Model one: Interfaith cooperation as participation in a zero-sum game

The question can be understood to assume that interfaith cooperation is a social movement, like the racial equality–based civil rights movements in the United States in the 1960s and the feminist, gay rights, and disability rights movements of the 1970s, 1980s, and 1990s. As interfaith cooperation comes on the academic scene in the twenty-first century, it must compete with institutional norms and practices established by these predecessor social movements. In an environment where other social movements have significantly affected university curricula, programming, and priorities, the question goes, what is the highest aspiration for proponents of interfaith cooperation? Here, “highest aspiration” means something like “maximum effect.”

In the highly occupied social terrain of our day, this model presents a kind of zero-sum game, where interfaith cooperation achieves its impact by displacing the effects of other social movements. Those effects are highly secular but, say some, they conduce to the common good in a way faith-based effects do not. Secular practices admit of no special pleading by religious adherents, who are perceived to be seeking to smuggle in private or parochial agendas that are unrelated to the public good. Thus, on this model, if one creates a place for interfaith cooperation in a college or university, one does so against competing agendas and philosophies and by displacing them to some extent. Those (secular) competitors are styled as rational, while faith of any kind is positioned as irrational; or, as objectively valued discourses versus subjectively espoused faith statements; or, as truth claims subject to public warrants and criteria of verification versus truth claims subject to verification by so-called “religious feelings,” or dogmas and doctrines based on supposed divine revelations.

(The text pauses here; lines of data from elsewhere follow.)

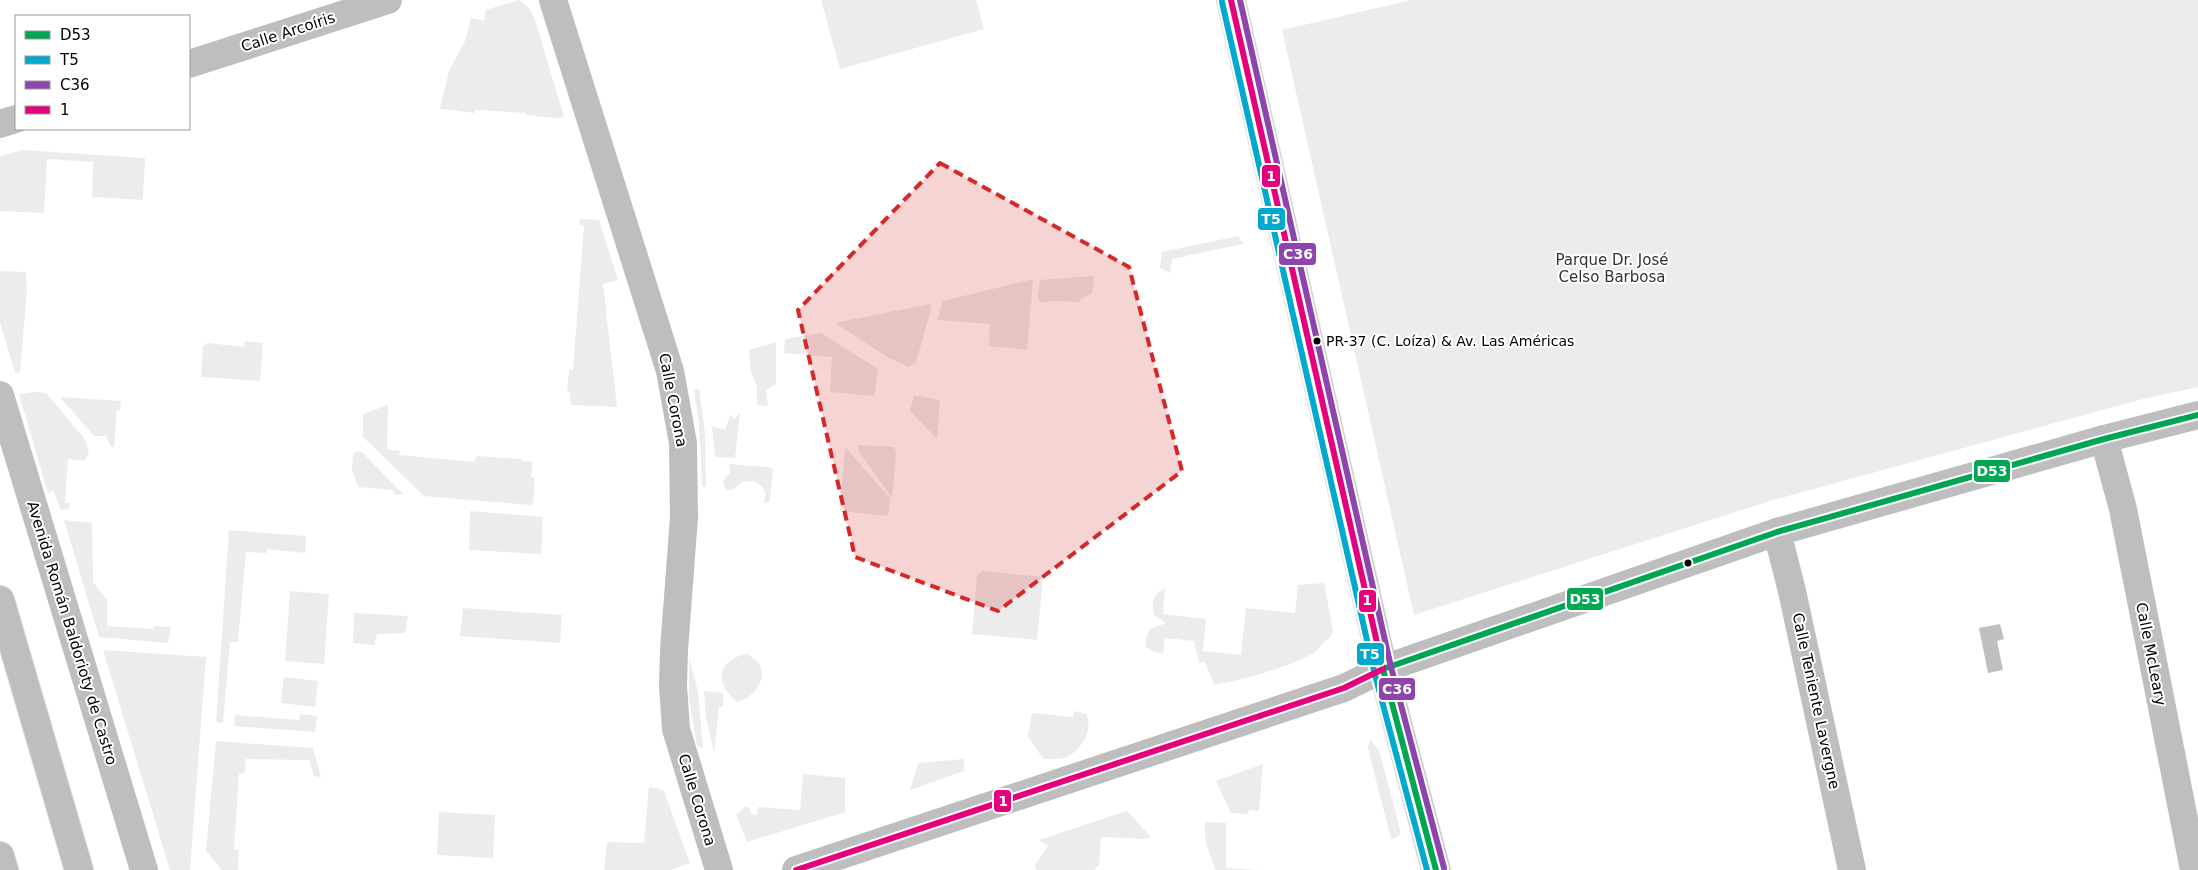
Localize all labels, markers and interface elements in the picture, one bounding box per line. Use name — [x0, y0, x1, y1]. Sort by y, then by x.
street label: Calle Arcoíris — [239, 8, 337, 56]
legend — [15, 15, 190, 130]
text: D53 — [60, 26, 91, 44]
text: T5 — [59, 51, 79, 69]
text: C36 — [60, 76, 90, 94]
text: 1 — [60, 101, 70, 119]
line badge: 1 — [1261, 164, 1281, 188]
text: 1 — [1266, 168, 1276, 184]
line badge: T5 — [1257, 207, 1286, 231]
text: T5 — [1261, 211, 1281, 227]
line badge: C36 — [1278, 242, 1317, 266]
text: C36 — [1283, 246, 1313, 262]
park label: Parque Dr. José Celso Barbosa — [1555, 251, 1669, 286]
place label: PR-37 (C. Loíza) & Av. Las Américas — [1326, 333, 1574, 349]
marker: PR-37 (C. Loíza) & Av. Las Américas — [1312, 336, 1322, 346]
street label: Calle Corona — [655, 351, 691, 449]
line badge: D53 — [1973, 459, 2011, 483]
text: D53 — [1976, 463, 2008, 479]
street label: Avenida Román Baldorioty de Castro — [23, 499, 121, 767]
unlabelled marker — [1683, 558, 1693, 568]
line badge: D53 — [1566, 587, 1604, 611]
line badge: 1 — [1358, 589, 1377, 613]
text: D53 — [1569, 591, 1601, 607]
text: 1 — [1362, 592, 1372, 608]
street label: Calle McLeary — [2132, 601, 2170, 707]
street label: Calle Teniente Lavergne — [1788, 611, 1844, 791]
line badge: T5 — [1356, 642, 1385, 666]
text: T5 — [1360, 646, 1380, 662]
line badge: C36 — [1378, 677, 1416, 701]
text: C36 — [1382, 681, 1412, 697]
street label: Calle Corona — [674, 752, 720, 848]
line badge: 1 — [993, 789, 1012, 813]
text: 1 — [998, 793, 1008, 809]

In this zero-sum strategic vision of interfaith dialogue on campuses, if different religious faiths cooperate, it is in part due to a common enemy or enemies—rationalism, reductionist explanations of religion, perhaps materialism. At the level of tactics, public display of differences between faiths may be suppressed for strategic reasons or emphasized, depending on whether it is helpful or hurtful to signal the specificity of one’s religious tradition. Also within this model are overtly faith-based colleges or universities, enclaves of quite particular religious missions, that go about their work in a wholly different episteme or master frame than that utilized by nonreligious colleges and universities. Assuming, however, that we are talking about the penetration of interfaith activities onto a so-called secular campus, what is the most one may hope for? In such a situation, the highest aspiration is to acquire strategic space within the curriculum, within student organizations and other platforms, and within the administration in order to advance the cause of interfaith dialogue.

We have seen this model of religious “strangers” in a secular “strange land” played out time and again in the post-Enlightenment history of liberal education, but perhaps never with the intensity and polarization of the last forty years. Departments of religious studies, if they exist and their content is not dispersed to other departments in the humanities and social sciences, are problematic creatures, viewed with suspicion if not derision by their more “scientific” peers. Academic departments of theology would be a contradiction in terms. Support for student cocurriculum and activities, and administrators charged with overseeing student life, are viewed skeptically if their content or mission includes faith-based organizations.

Why is this so? The civil rights movement of Dr. King, Rabbi Heschel, Elmhurst College’s own alumni Reinhold and H. Richard Niebuhr, and countless others was informed and drew strength from the words of the Christian and Hebrew scriptures. The work of Dorothy Day, founder of the Catholic Worker movement, and Thomas Merton, the Trappist monk who inspired millions through a life of “contemplation in a world of action,” vividly embodied Catholic social justice teaching and the authoritative statements of Vatican Council II.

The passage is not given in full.